Can Pre-Op MRI Staging Help Predict Prostate Cancer Recurrence after a Prostatectomy?


Patients with extraprostatic extension (EPE) on pre-prostatectomy MRI had a 3.6-fold higher risk for biochemical recurrence (BCR) of prostate cancer and a 25 percent lower three-year BCR-free survival rate in comparison to patients without EPE on pre-op MRI, according to newly published research.

Emerging research suggests that pre-operative magnetic resonance imaging (MRI) findings may have comparable predictive efficacy to post-prostatectomy pathologic staging in assessing the risk of biochemical recurrence (BCR) of prostate cancer (PCa).

For the retrospective study, recently published in the American Journal of Roentgenology, researchers assessed findings of extraprostatic extension (EPE) and seminal vesicle invasion (SVI) on preoperative MRI and postoperative pathologic staging in predicting BCR in 604 patients (median age of 60) who had prostate MRI prior to having a radical prostatectomy (RP).
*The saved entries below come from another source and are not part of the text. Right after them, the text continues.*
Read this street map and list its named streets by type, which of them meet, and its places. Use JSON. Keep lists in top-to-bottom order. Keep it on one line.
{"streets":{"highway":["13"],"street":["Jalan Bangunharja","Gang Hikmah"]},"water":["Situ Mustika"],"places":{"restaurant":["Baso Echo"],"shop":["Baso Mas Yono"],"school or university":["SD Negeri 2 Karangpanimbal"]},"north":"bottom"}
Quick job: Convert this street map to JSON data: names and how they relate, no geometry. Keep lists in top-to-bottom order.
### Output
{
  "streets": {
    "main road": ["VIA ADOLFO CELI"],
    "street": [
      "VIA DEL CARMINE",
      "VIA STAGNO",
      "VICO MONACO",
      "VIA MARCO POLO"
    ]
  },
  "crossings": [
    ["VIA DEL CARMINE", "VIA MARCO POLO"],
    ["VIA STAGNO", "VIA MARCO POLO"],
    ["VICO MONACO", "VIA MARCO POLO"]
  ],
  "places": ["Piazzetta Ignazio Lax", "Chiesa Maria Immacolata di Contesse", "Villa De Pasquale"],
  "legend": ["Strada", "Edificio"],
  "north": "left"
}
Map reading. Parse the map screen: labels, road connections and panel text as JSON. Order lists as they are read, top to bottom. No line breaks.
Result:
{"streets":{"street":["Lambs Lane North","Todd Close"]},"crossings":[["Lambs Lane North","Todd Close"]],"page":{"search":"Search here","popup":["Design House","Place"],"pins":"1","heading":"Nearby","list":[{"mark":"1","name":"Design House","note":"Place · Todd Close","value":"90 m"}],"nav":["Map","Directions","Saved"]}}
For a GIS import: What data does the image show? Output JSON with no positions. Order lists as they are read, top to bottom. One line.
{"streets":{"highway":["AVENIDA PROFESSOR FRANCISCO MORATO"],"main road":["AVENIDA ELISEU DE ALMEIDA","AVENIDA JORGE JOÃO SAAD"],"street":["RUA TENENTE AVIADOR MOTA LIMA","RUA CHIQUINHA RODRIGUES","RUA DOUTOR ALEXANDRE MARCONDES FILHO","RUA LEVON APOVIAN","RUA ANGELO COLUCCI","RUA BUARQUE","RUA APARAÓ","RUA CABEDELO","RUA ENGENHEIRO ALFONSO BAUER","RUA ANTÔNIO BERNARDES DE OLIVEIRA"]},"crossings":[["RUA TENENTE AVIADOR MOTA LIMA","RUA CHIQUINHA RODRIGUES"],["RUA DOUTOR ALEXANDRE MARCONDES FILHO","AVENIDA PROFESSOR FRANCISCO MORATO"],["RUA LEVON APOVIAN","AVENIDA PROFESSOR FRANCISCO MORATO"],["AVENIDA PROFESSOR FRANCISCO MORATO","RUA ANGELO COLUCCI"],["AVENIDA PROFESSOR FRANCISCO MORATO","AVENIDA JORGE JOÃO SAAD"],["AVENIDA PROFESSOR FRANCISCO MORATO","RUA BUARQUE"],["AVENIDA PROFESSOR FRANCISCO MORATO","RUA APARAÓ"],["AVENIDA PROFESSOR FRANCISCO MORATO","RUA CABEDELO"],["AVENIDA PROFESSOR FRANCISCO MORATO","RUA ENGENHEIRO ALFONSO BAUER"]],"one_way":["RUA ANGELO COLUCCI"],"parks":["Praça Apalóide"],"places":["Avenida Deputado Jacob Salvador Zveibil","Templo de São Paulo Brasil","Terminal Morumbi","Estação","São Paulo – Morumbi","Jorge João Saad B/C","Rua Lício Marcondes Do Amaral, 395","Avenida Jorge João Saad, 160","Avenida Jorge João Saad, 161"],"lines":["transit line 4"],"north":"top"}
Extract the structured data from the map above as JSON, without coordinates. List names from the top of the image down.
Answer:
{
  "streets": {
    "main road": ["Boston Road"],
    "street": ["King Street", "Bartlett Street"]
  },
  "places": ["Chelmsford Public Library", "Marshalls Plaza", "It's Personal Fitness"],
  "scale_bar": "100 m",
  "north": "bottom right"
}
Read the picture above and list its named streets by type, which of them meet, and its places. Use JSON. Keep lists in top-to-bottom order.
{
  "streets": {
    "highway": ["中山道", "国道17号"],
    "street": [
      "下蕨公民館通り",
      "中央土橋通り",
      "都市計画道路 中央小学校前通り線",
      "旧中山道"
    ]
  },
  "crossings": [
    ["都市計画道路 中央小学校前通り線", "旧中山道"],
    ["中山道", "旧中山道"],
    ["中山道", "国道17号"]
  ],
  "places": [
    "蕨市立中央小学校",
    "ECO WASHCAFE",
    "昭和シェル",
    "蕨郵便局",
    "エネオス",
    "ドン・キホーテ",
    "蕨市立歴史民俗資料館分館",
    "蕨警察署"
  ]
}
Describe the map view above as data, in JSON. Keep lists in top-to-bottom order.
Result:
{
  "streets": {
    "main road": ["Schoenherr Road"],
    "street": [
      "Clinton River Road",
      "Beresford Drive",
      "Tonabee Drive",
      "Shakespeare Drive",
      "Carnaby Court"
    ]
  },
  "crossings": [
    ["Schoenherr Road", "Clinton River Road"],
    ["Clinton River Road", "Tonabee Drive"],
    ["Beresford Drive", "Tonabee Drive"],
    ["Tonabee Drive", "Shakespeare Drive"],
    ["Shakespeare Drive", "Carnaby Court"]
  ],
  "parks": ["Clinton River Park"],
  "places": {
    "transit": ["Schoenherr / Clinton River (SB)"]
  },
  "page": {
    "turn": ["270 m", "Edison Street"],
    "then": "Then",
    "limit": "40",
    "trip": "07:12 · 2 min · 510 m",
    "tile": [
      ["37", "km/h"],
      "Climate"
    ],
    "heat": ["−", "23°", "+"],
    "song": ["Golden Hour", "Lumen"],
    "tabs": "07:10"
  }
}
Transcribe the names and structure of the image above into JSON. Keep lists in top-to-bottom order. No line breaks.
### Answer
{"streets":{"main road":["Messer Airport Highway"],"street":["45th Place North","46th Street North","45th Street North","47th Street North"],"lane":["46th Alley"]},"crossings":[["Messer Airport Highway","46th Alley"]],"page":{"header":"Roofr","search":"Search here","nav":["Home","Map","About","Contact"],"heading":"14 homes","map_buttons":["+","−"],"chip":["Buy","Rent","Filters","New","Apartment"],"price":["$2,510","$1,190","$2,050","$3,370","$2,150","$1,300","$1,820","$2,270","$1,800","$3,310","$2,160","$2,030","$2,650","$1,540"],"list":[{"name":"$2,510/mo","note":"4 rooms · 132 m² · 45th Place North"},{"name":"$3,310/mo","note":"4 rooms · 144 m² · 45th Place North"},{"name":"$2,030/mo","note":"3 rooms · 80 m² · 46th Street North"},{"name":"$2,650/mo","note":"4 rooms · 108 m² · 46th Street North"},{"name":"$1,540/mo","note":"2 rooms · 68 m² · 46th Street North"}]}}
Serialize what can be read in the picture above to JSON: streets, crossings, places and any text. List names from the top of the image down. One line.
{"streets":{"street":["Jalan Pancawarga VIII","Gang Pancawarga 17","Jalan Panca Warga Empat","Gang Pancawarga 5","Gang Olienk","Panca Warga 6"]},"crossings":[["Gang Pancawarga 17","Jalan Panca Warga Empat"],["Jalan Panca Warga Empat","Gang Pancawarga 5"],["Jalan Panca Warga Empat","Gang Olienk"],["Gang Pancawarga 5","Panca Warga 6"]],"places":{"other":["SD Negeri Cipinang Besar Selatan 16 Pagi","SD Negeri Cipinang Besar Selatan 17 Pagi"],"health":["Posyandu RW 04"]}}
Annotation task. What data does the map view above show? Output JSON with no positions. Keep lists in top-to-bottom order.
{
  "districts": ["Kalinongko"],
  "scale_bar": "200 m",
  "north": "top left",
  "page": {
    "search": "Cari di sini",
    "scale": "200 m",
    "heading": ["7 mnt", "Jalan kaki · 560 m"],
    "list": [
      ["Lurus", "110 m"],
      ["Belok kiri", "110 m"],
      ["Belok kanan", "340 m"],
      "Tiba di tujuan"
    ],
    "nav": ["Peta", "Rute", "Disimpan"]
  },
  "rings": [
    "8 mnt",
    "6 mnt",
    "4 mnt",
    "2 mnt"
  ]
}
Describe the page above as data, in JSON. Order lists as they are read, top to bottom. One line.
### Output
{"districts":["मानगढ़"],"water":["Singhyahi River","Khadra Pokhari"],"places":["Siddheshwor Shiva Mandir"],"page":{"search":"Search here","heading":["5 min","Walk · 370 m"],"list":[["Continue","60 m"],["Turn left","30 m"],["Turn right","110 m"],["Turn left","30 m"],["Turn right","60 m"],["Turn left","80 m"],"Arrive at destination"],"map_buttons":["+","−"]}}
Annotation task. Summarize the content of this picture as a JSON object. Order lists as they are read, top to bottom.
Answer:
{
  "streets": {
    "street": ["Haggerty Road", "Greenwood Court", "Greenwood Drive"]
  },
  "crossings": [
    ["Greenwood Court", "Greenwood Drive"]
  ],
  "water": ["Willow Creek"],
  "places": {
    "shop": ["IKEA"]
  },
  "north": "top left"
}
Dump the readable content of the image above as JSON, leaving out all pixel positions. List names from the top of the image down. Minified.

The study authors found that EPE on pre-op MRI was associated with a 3.6 hazard ratio (HR) for BCR of PCa in comparison to 5.0 hazard ratio for EPE on RP paathology. For MRI-detected EPE, the researchers noted a three-year BCR-free survival (RFS) rate of 59 percent (versus 84 percent for those without EPE) in comparison to 58 percent for EPE on post-op RP pathology (versus 89 percent for those without EPE).

Seminal vesicle invasion on MRI had a 4.4 HR for BCR of PCa in comparison to a 4.6 HR for SVI on RP pathology, according to the researchers. They added that the three-year BCR-free survival rates for SVI were 50 percent with pre-op MRI detection (versus 80 percent for those without SVI) and 54 percent with post-op RP pathology (versus 83 percent for those without SVI).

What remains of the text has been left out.